__Problem to solve__. Where does the string "house" appear in the records? Copy every line that contains it.

=======

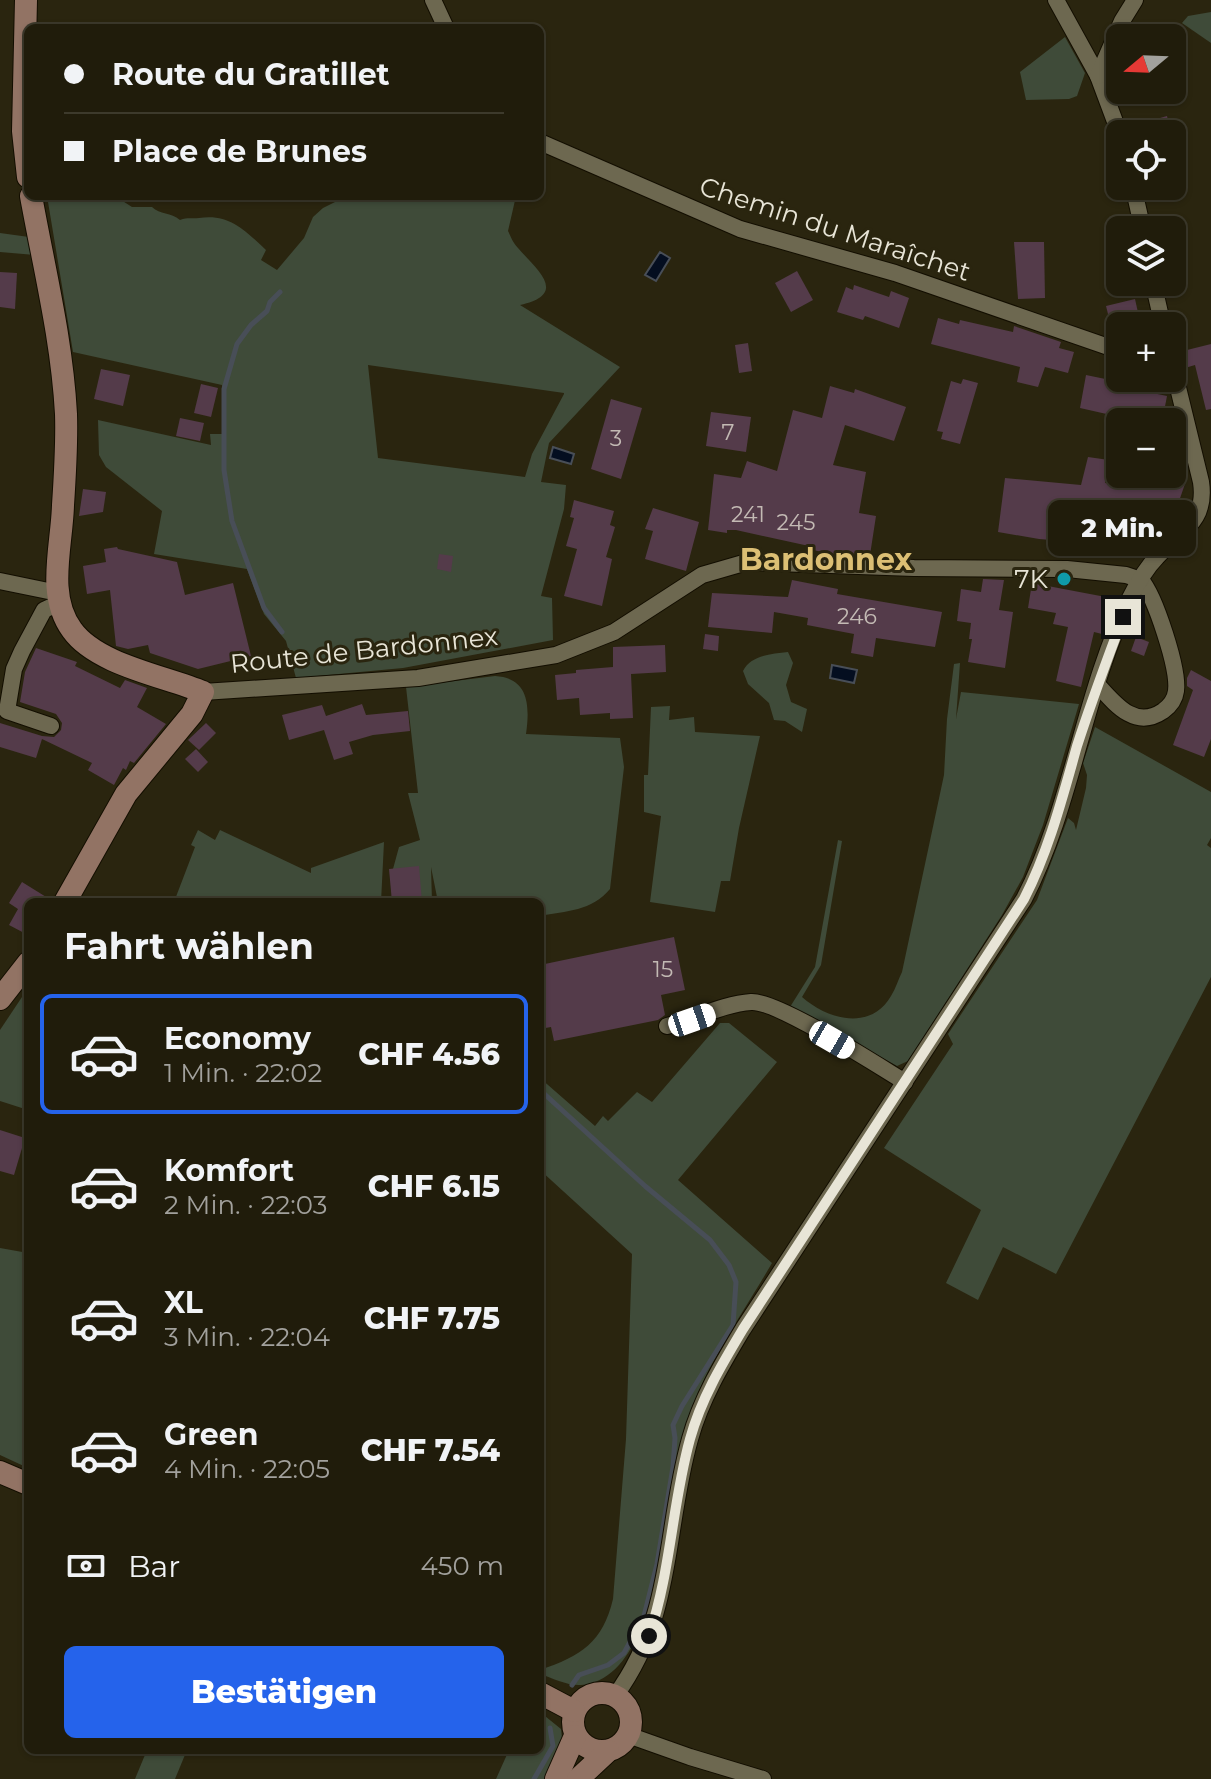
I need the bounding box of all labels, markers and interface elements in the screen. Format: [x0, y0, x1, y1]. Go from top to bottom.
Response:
north arrow [1106, 24, 1186, 104]
map controls [1106, 24, 1186, 488]
text: Route du Gratillet [112, 56, 390, 93]
button: locate [1106, 120, 1186, 200]
text: Place de Brunes [112, 133, 367, 170]
street label: Chemin du Maraîchet [696, 170, 974, 288]
button: layers [1106, 216, 1186, 296]
button: + [1106, 312, 1186, 392]
button: − [1106, 408, 1186, 488]
house number: 7 [722, 419, 735, 446]
house number: 3 [610, 425, 622, 452]
house number: 241 [731, 501, 765, 528]
callout: 2 Min. [1049, 501, 1197, 557]
house number: 245 [777, 509, 815, 536]
text: 2 Min. [1081, 512, 1163, 544]
district label: Bardonnex [740, 541, 912, 578]
place label: 7K [1014, 563, 1049, 595]
marker: 7K [1055, 570, 1073, 588]
route end [1105, 599, 1141, 635]
house number: 246 [837, 603, 877, 630]
street label: Route de Bardonnex [229, 620, 499, 680]
text: Fahrt wählen [64, 924, 314, 968]
house number: 15 [653, 956, 673, 983]
car [665, 1001, 719, 1039]
icon: car [68, 1018, 140, 1090]
car [805, 1018, 859, 1062]
text: Economy [164, 1020, 311, 1057]
text: CHF 4.56 [358, 1036, 500, 1073]
text: 1 Min. · 22:02 [164, 1057, 322, 1089]
icon: car [68, 1150, 140, 1222]
text: Komfort [164, 1152, 294, 1189]
text: CHF 6.15 [368, 1168, 500, 1205]
text: 2 Min. · 22:03 [164, 1189, 327, 1221]
icon: car [68, 1282, 140, 1354]
text: XL [164, 1284, 203, 1321]
text: CHF 7.75 [364, 1300, 500, 1337]
text: 3 Min. · 22:04 [164, 1321, 330, 1353]
icon: car [68, 1414, 140, 1486]
text: Green [164, 1416, 258, 1453]
text: CHF 7.54 [361, 1432, 500, 1469]
text: 4 Min. · 22:05 [164, 1453, 330, 1485]
icon: cash [64, 1544, 108, 1588]
text: Bar [128, 1548, 180, 1585]
text: 450 m [421, 1550, 504, 1582]
route start [631, 1618, 667, 1654]
button: Bestätigen [64, 1646, 504, 1738]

=======

__Exercise output__.
house number: 7 [722, 419, 735, 446]
house number: 3 [610, 425, 622, 452]
house number: 241 [731, 501, 765, 528]
house number: 245 [777, 509, 815, 536]
house number: 246 [837, 603, 877, 630]
house number: 15 [653, 956, 673, 983]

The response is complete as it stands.